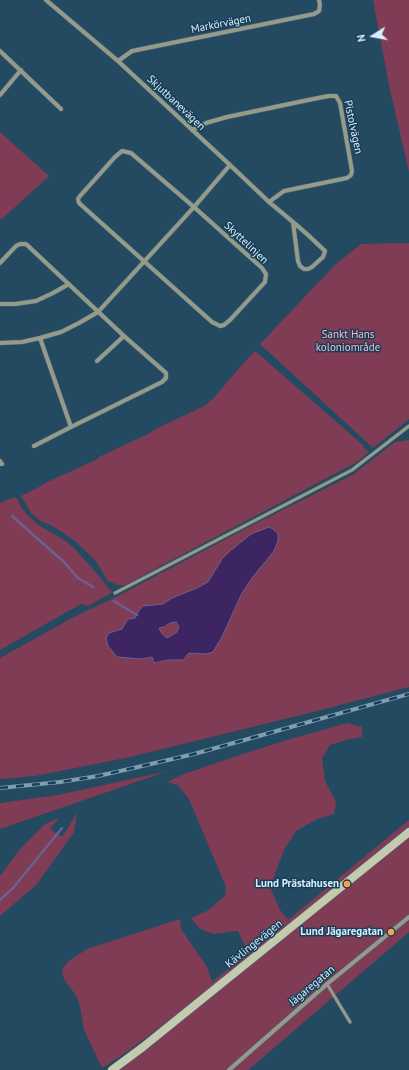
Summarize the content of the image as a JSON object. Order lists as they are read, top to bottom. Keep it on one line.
{"streets":{"main road":["Kävlingevägen"],"street":["Markörvägen","Skjutbanevägen","Pistolvägen","Skyttelinjen","Jägaregatan"]},"crossings":[["Markörvägen","Skjutbanevägen"],["Skjutbanevägen","Pistolvägen"]],"parks":["Sankt Hans koloniområde"],"places":["Lund Prästahusen","Lund Jägaregatan"],"north":"left"}
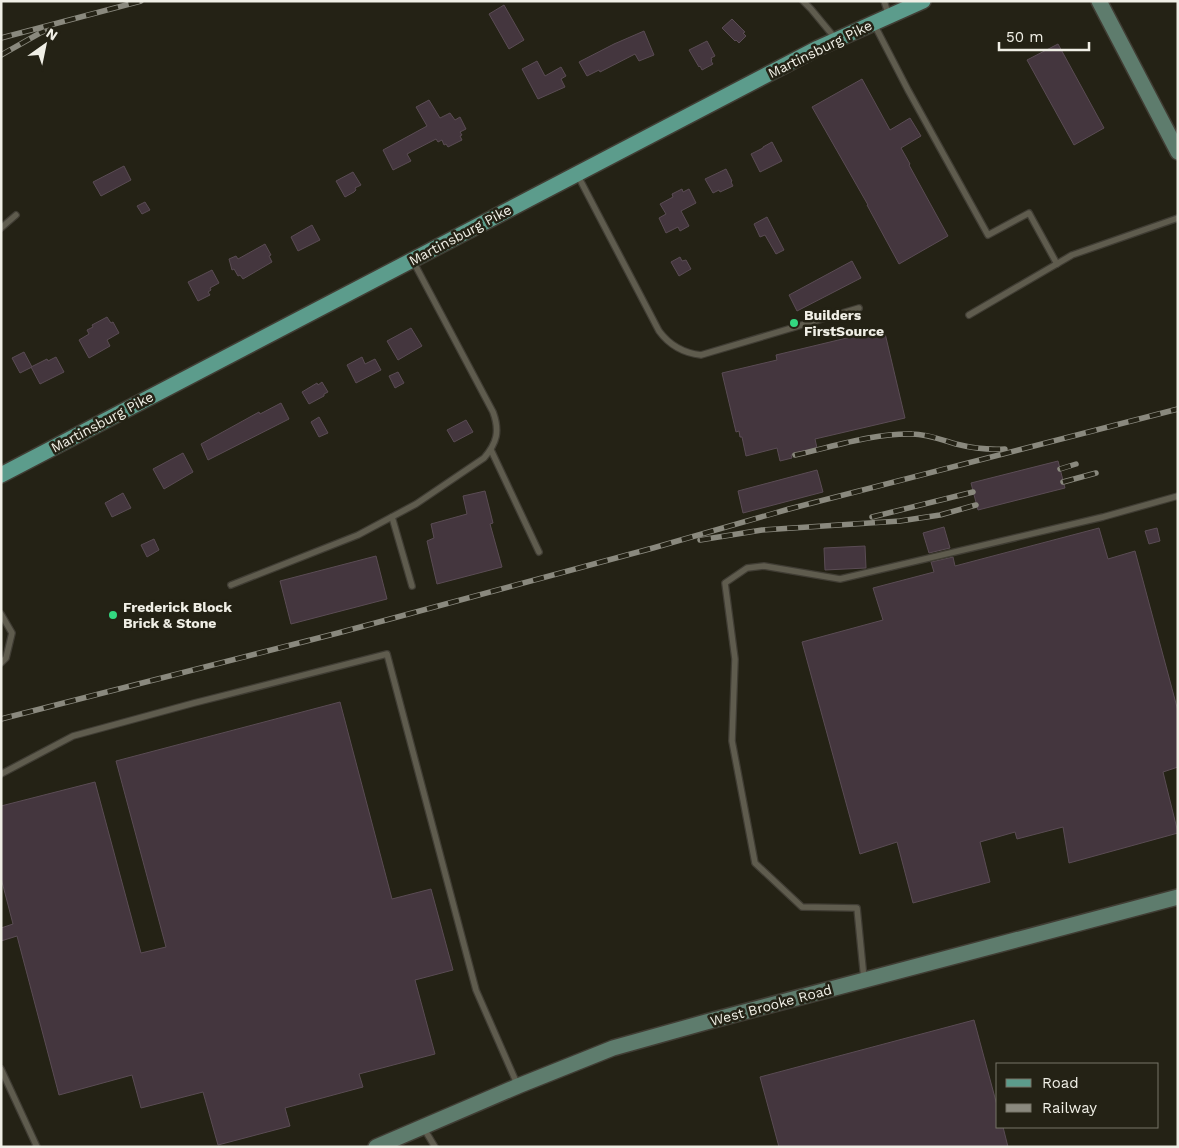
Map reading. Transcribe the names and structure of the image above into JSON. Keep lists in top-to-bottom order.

▶ **TASK TO COMPLETE**:
Recopy the whole listing above precisely, excluding images.

▶ **ANSWER SPACE**:
Summarize the content of the image as a JSON object. Order lists as they are read, top to bottom. Keep it on one line.
{"streets":{"main road":["Kävlingevägen"],"street":["Markörvägen","Skjutbanevägen","Pistolvägen","Skyttelinjen","Jägaregatan"]},"crossings":[["Markörvägen","Skjutbanevägen"],["Skjutbanevägen","Pistolvägen"]],"parks":["Sankt Hans koloniområde"],"places":["Lund Prästahusen","Lund Jägaregatan"],"north":"left"}
Map reading. Transcribe the names and structure of the image above into JSON. Keep lists in top-to-bottom order.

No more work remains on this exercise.